20/10/2016

eu acho que eu deveria escrever mais

Um fato que não podemos negar é que todos os comentários positivos de professores sobre minha escrita só surgiram por motivos de Happy Teens!, e logo depois Vírgula Assassina. Estar constantemente escrevendo, mesmo que uma grande resenha sobre algum Habbo pirata, ou escrevendo um lixo de revista, fez eu saber muito melhor como colocar uma palavra depois da outra, onde algumas vírgulas e acentos vão. Longe da perfeição, mas é aquilo, praticar.

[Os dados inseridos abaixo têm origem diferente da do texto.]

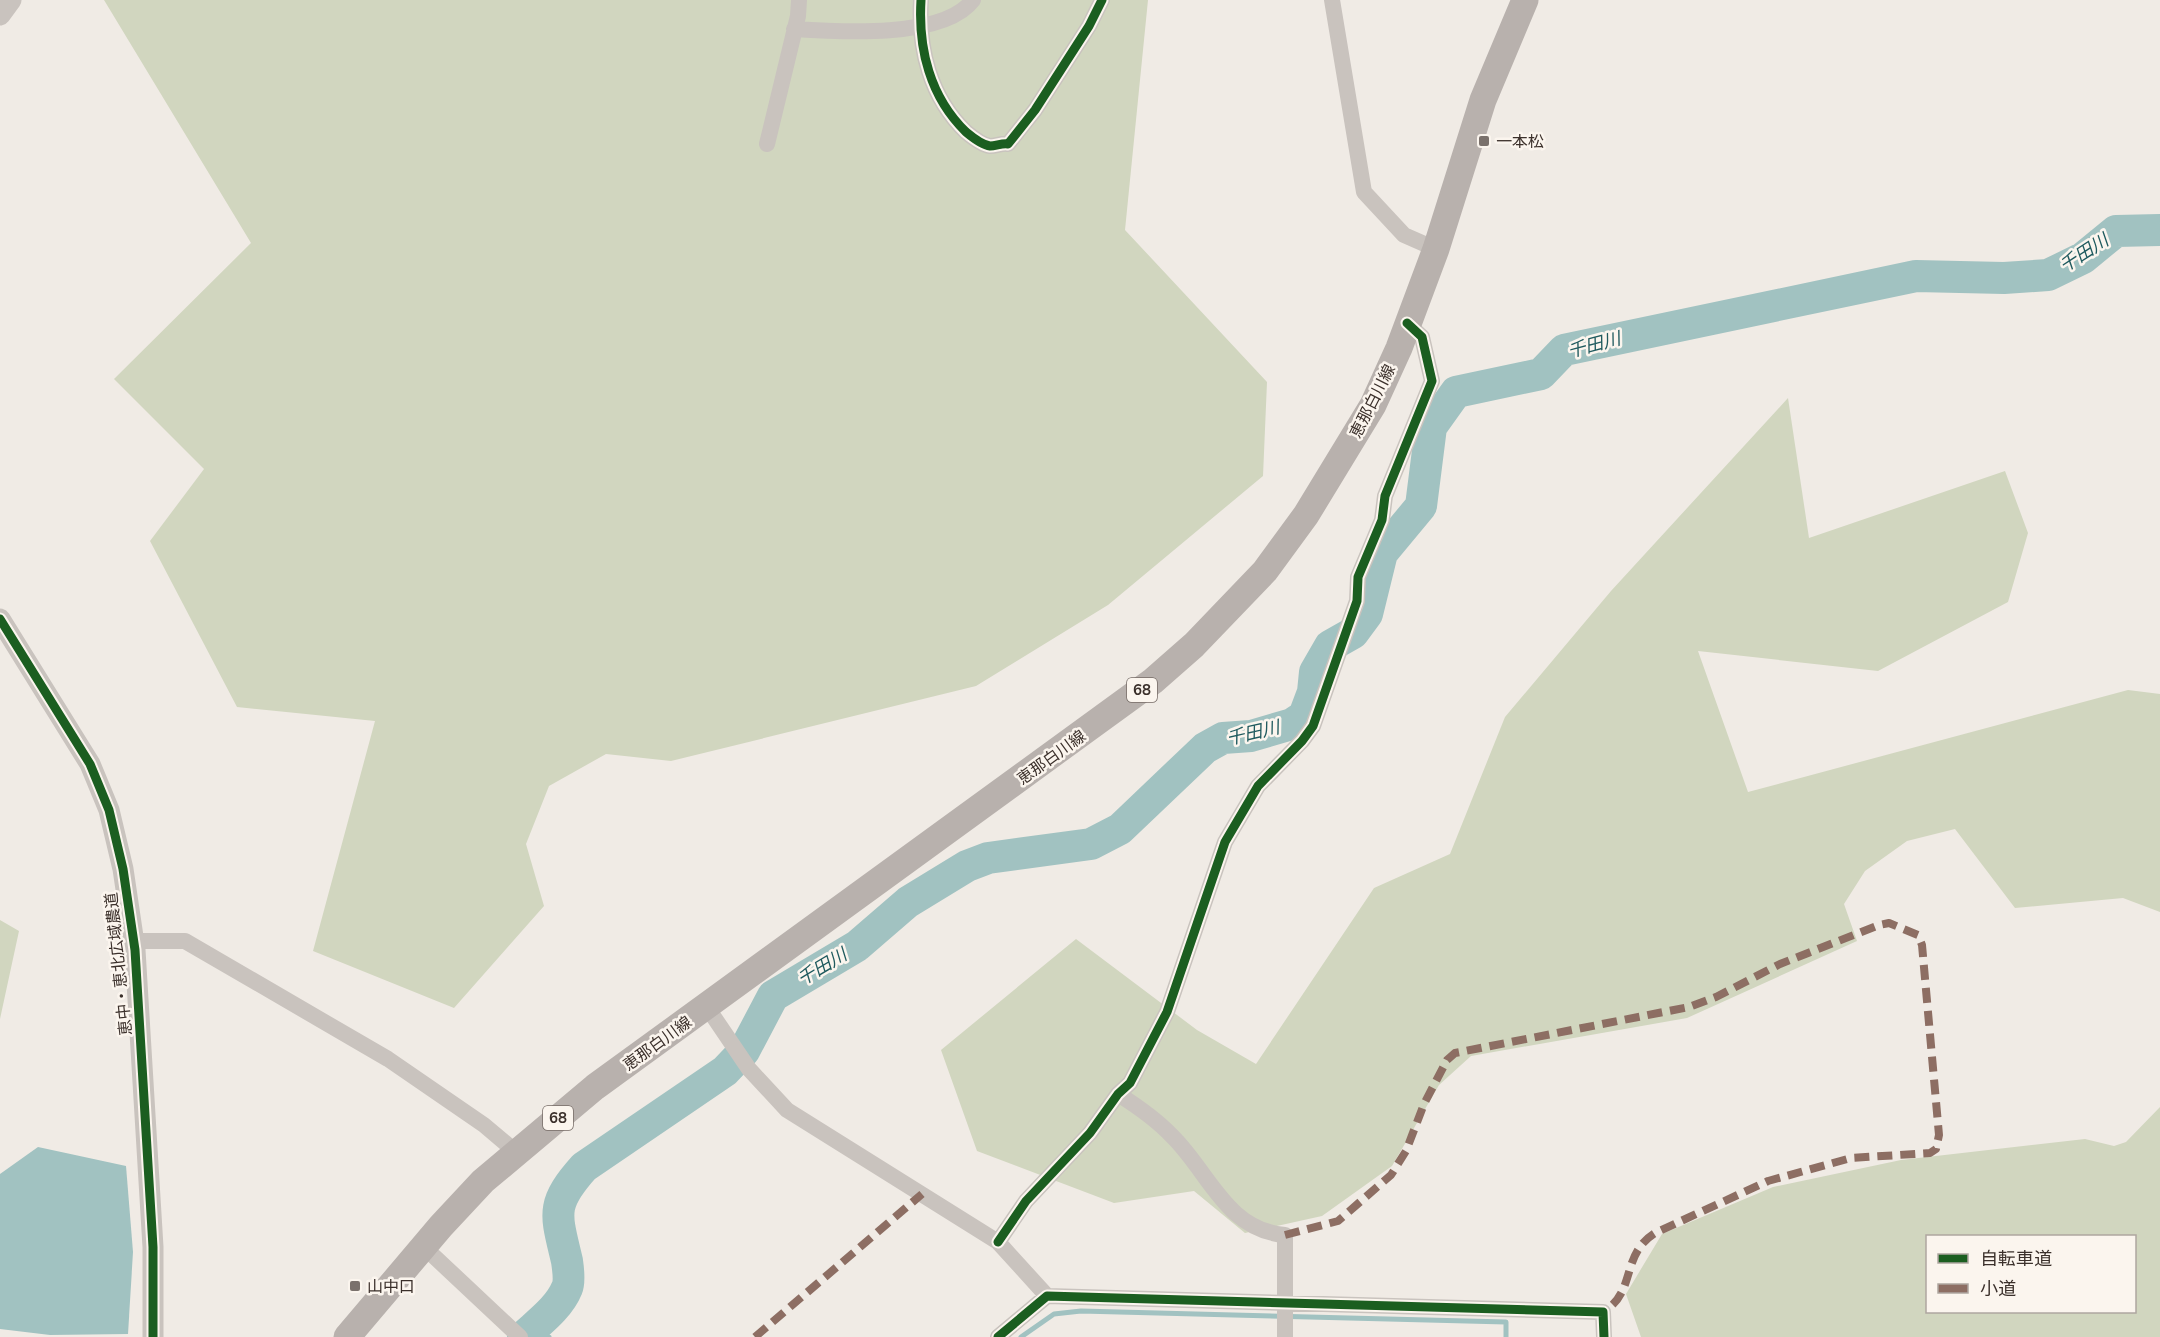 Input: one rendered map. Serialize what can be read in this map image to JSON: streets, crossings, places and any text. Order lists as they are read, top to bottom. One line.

Hoje, minha criatividade para escrever qualquer coisa não existe muito, porque tudo o que eu tenho escrito são redações dissertativas, máximo trinta linhas, norma culta, introdução, desenvolvimento, conclusão, seis linhas cada parágrafo, temas sociais atuais. Isso é de matar qualquer alma escritora. Esse padrãozinho pra no fim como solução colocar medidas que, ao longo do tempo, trarão a consciência da população em relação ao problema...
Ano que vem a coisa vai ficar séria pra mim, e embora eu esteja por dentro não muito preocupada em realmente passar em lugar nenhum, já que eu nem sei o que quero de fato fazer, eu tenho que pensar em escrever boas redações padrãozinho (ou nem tão padrãozinho). Uma parte da minha vida vai depender de uma redação. Uma parte da minha vida já dependeu de escrever coisas aleatórias para no fim do dia não gritar e chorar e pensar na vida como um lugar cruel para mim. Mas isso não me deixa mais segura na hora de escrever, porque nos últimos tempos, eu simplesmente não consigo.

E esse tem sido o plano. Esse ressurgimento meu aqui é uma tentativa de conseguir aquilo que eu achei que eu sabia e já tinha conseguido. Segurança na hora de escrever, lembrar as palavras bonitas que eu sei, organizar as ideias de maneira (quase) coerente... Preciso conseguir isso.
É ridículo como uma coisa tão importante na vida dependa tanto de um textinho padrão. E se você não consegue fazer aquele textinho padrão, mesmo que você já tenha conseguido vários outros antes, então, que pena. Mas assim é a vida. E ao mesmo tempo que eu continuo (ou não, já que a escola tá ocupada) escrevendo dissertação-padrão porque essa é a vida, eu tento escrever algo mais real.

Ninguém merece uma vida de dissertação-padrão.